The AMA Virtual Mentor web site has an interesting and helpful variety of
articles.  They don't seem to back away from the controversial.  You check
what they have to say once or twice a month  (new issue online each month.)


 

Virtual Mentor 

American Medical Association Journal of Ethics 

November 2009, Volume 11, Number 11: 859-863. 

MEDICAL EDUCATION 

The Winnowing Fork of Premedical Education: Are We Really Separating the
Wheat from the Chaff? 

Raymond G. De Vries, PhD, and Jeffrey Gross 

It is Welcome Week 2009 at the University of Michigan and we are sitting in
a large room where 400 bright-eyed, first-year university students are
nervously chatting with each other, waiting for advice on how to
successfully navigate their premedical years. These eager young men and
women are getting the chance to meet their colleagues (competitors?) and to
learn a few facts about the medical school admission process. 

Using an interactive PowerPoint presentation, the organizers of the
orientation offer information about life as premeds, including (1) who their
peers are (25.9 percent of students enrolled in the College of Literature,
Science, and Arts expressed an interest in a career in health), (2) their
likelihood of getting admitted to medical school (in 2008, 45 percent of the
42,231 applicants to medical schools in the United States were admitted, and
at the University of Michigan, 52 percent of those who applied were
admitted), (3) the co-curricular activities most desired by medical school
admission committees (shadowing, working in an emergency department, helping
disabled kids, doing research-although, if you must choose, patient care is
preferred over time in the lab), and (4) acceptable reasons for delaying
application to medical school past the junior or senior years. An auditorium
full of would-be doctors listens intently, scribbling notes on the handouts
provided at the door. 

And so the premedical experience begins. 

Flash back several months to the spring of 2009 and a meeting on a different
Midwestern campus. The attendees are medical school faculty and residents;
the topic is the use of narrative in the training of medical students. The
discussion centers on the sorry social skills of medical students and the
need to help the next generation of doctors remember that patients are
people with lives, emotions, and relationships-all of which influence their
health, the way they hear and interpret diagnoses and recommendations for
treatments, and their choice to comply or not comply with medical advice. At
one point, a faculty member asks: "What happened to these students? Surely
when they entered medical school, they were capable of carrying on a
conversation with other human beings." 

Well, maybe not. What happens to premeds? How do those eager,
high-achieving, gregarious first-year students, intent on careers in
medicine, become the drones that need corrective education in the humanities
during their medical school years? 

www.virtualmentor.org Virtual Mentor, November 2009-Vol 11 859

Premedical education has an important, but mostly unrecognized influence on
the attitudes, character, and moral lives of medical students. When medical
educators think about premedical education (which is not all that often)
they focus their attention on the substantive content of the premedical
curriculum. The "hidden premedical curriculum"-things learned indirectly
from professors, advisors, peers, relatives, books, the media, and
extracurricular activities-is ignored. If we wish to understand the
character of first-year medical students, we must first understand the many
ways the experience of being a premedical student influences not just
performance on the Medical College Admissions Test (MCAT), but ideas about
success, relationships, and caring for others [1]. 

Although it is nearly 100 years old, Abraham Flexner's "Medical Education in
the United States and Canada" continues to exert a powerful influence on
premedical education. Before the Flexner Report, medical schools varied
greatly in their entrance requirements, curriculum, and quality of education
[2]. Flexner's desire to bring medical education into the 20th century led
him to promote a standardized curriculum that gives "formal analytic
reasoning, the kind of thinking integral to the natural sciences.pride of
place in the intellectual training of physicians" [3]. The science-oriented
premedical curriculum found in virtually all undergraduate institutions
today emerged as a response to the need for premeds to prepare themselves
for the new scientific education offered by post-Flexner medical schools. 

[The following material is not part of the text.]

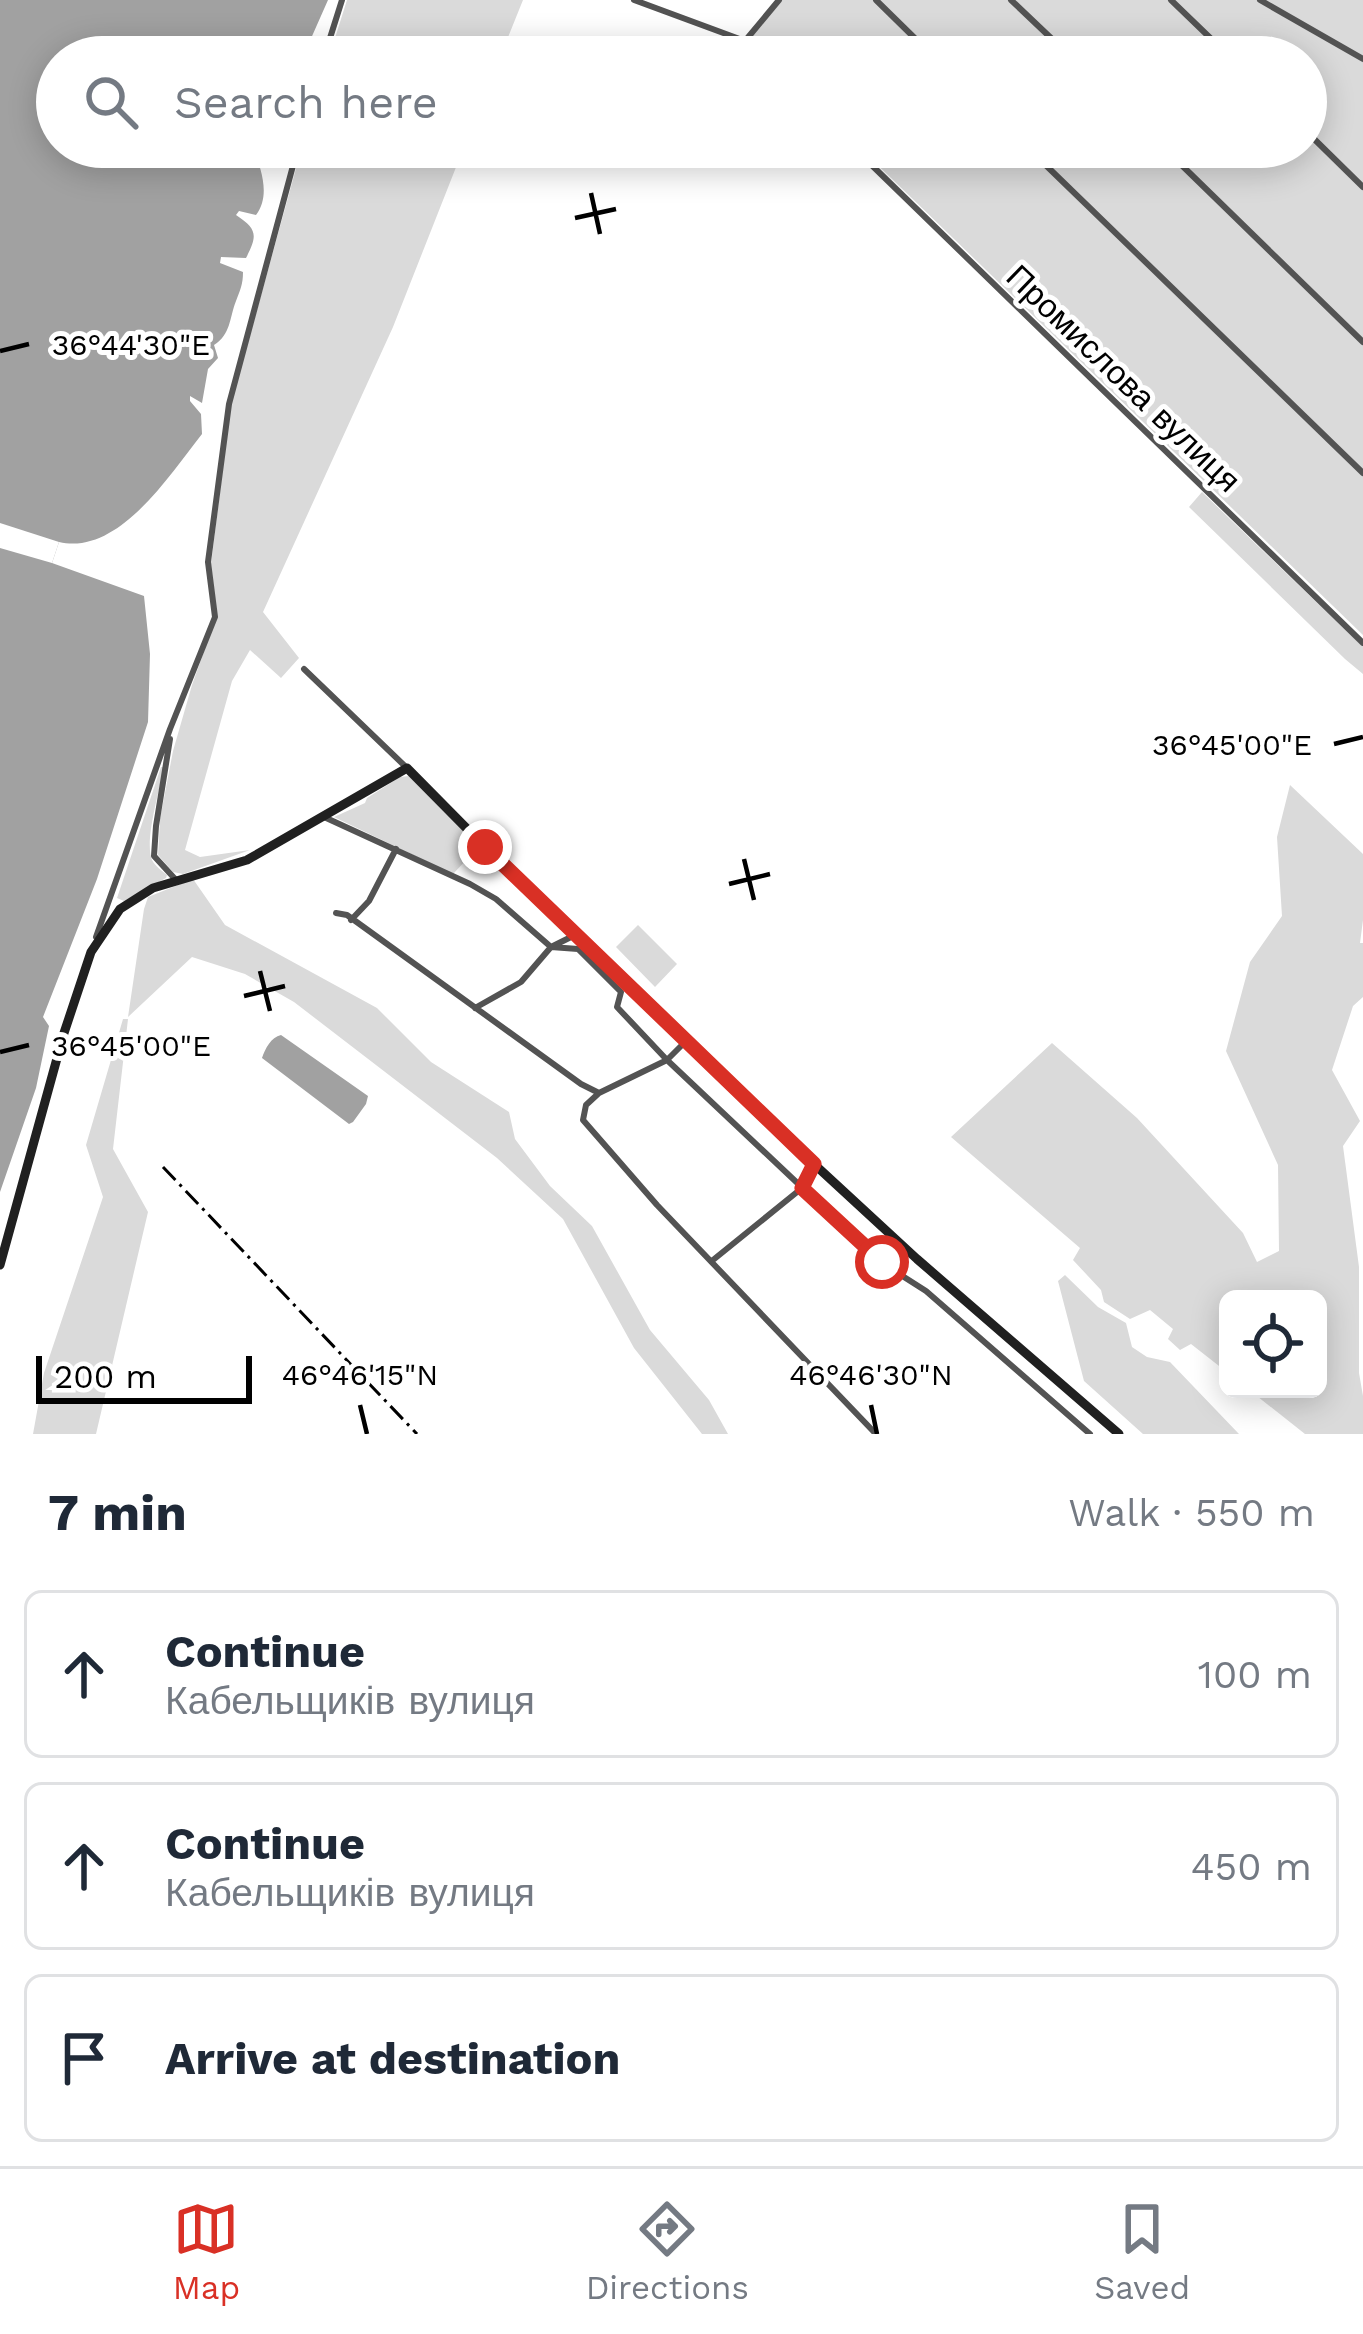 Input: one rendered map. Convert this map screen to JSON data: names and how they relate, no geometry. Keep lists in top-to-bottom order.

In the 10 decades since the publication of the Flexner Report, there have
been several efforts to reform premedical education to make the premedical
years more relevant to the work of doctoring. Not surprisingly, reformers
often disagreed about just what it was that premedical students needed to
learn. Some argued for eliminating a defined premedical curriculum
altogether, others called for a stronger emphasis on the humanities and
social sciences, and, recently, reformers have been making the case for
keeping the basic science focus of the curriculum, but with updated
requirements-including statistics, business management, and medical
ethics-required for the practice of 21st century medicine [4-8]. 

Notice that all these wished-for changes in premedical education focus on
the content of the curriculum and not on the experience of being a premed.
While we do not deny the value of substantive preparation in the social and
natural sciences and in the humanities, we wish to point out that premedical
students learn many lessons as they prepare themselves, and their
applications, for medical school. The premedical experience-the strategies
learned for succeeding in difficult courses and for grooming one's image for
a medical school admission committee-gives students a moral education,
showing them what it takes to get ahead, what it takes to become a doctor. 

In our review of the guidance given to students on their college's
premedical advising web sites we noticed a subtle but important distinction
between developing and demonstrating character [1]. Premedical advisors are
aware that the premedical years should both build and reflect the character,
but they cannot help being strategic in their advice to students. We
discovered that there is a continuum of advice giving. 

Virtual Mentor, November 2009-Vol 11 www.virtualmentor.org 860 

On one end of this continuum is the strategic-"you must do this to satisfy
the admission committee"-and on the other end there is advice on creating
character-"do this to develop the kind of character that will make a good
physician." 

Fine gradations in language distinguish advice on "how to build one's
character" from the more instrumental "how to impress an admissions
committee." 

For example, the University of Virginia tells premeds that doing research
will "demonstrate in-depth, sustained scholarly exploration, as well as the
presence of lifelong learning skills that are essential in these
professions" (emphasis added) [9]. Notice that premeds are not told that
research will develop these qualities; rather, the advice is geared toward
the strategic goal of demonstrating character. Similarly, premeds at Iowa
State are told of the strategic value of extracurricular activities, 

Extracurricular activities that focus on leadership and community service
have become very important for admission, especially to medical school. Get
involved [10]. 

Advice about the value of volunteer work is much the same. At Wittenburg
College, advisors suggest that volunteering 2 to 3 hours each week during
the semester demonstrates to the schools your loyalty and commitment to the
profession. Premeds at Swarthmore are told: 

If you volunteer either during the school year or the summer in health care
related facilities, it shows you are motivated and committed to helping
people. It also demonstrates to medical school admissions committees that
you have seen firsthand what a medical setting is like [11]. 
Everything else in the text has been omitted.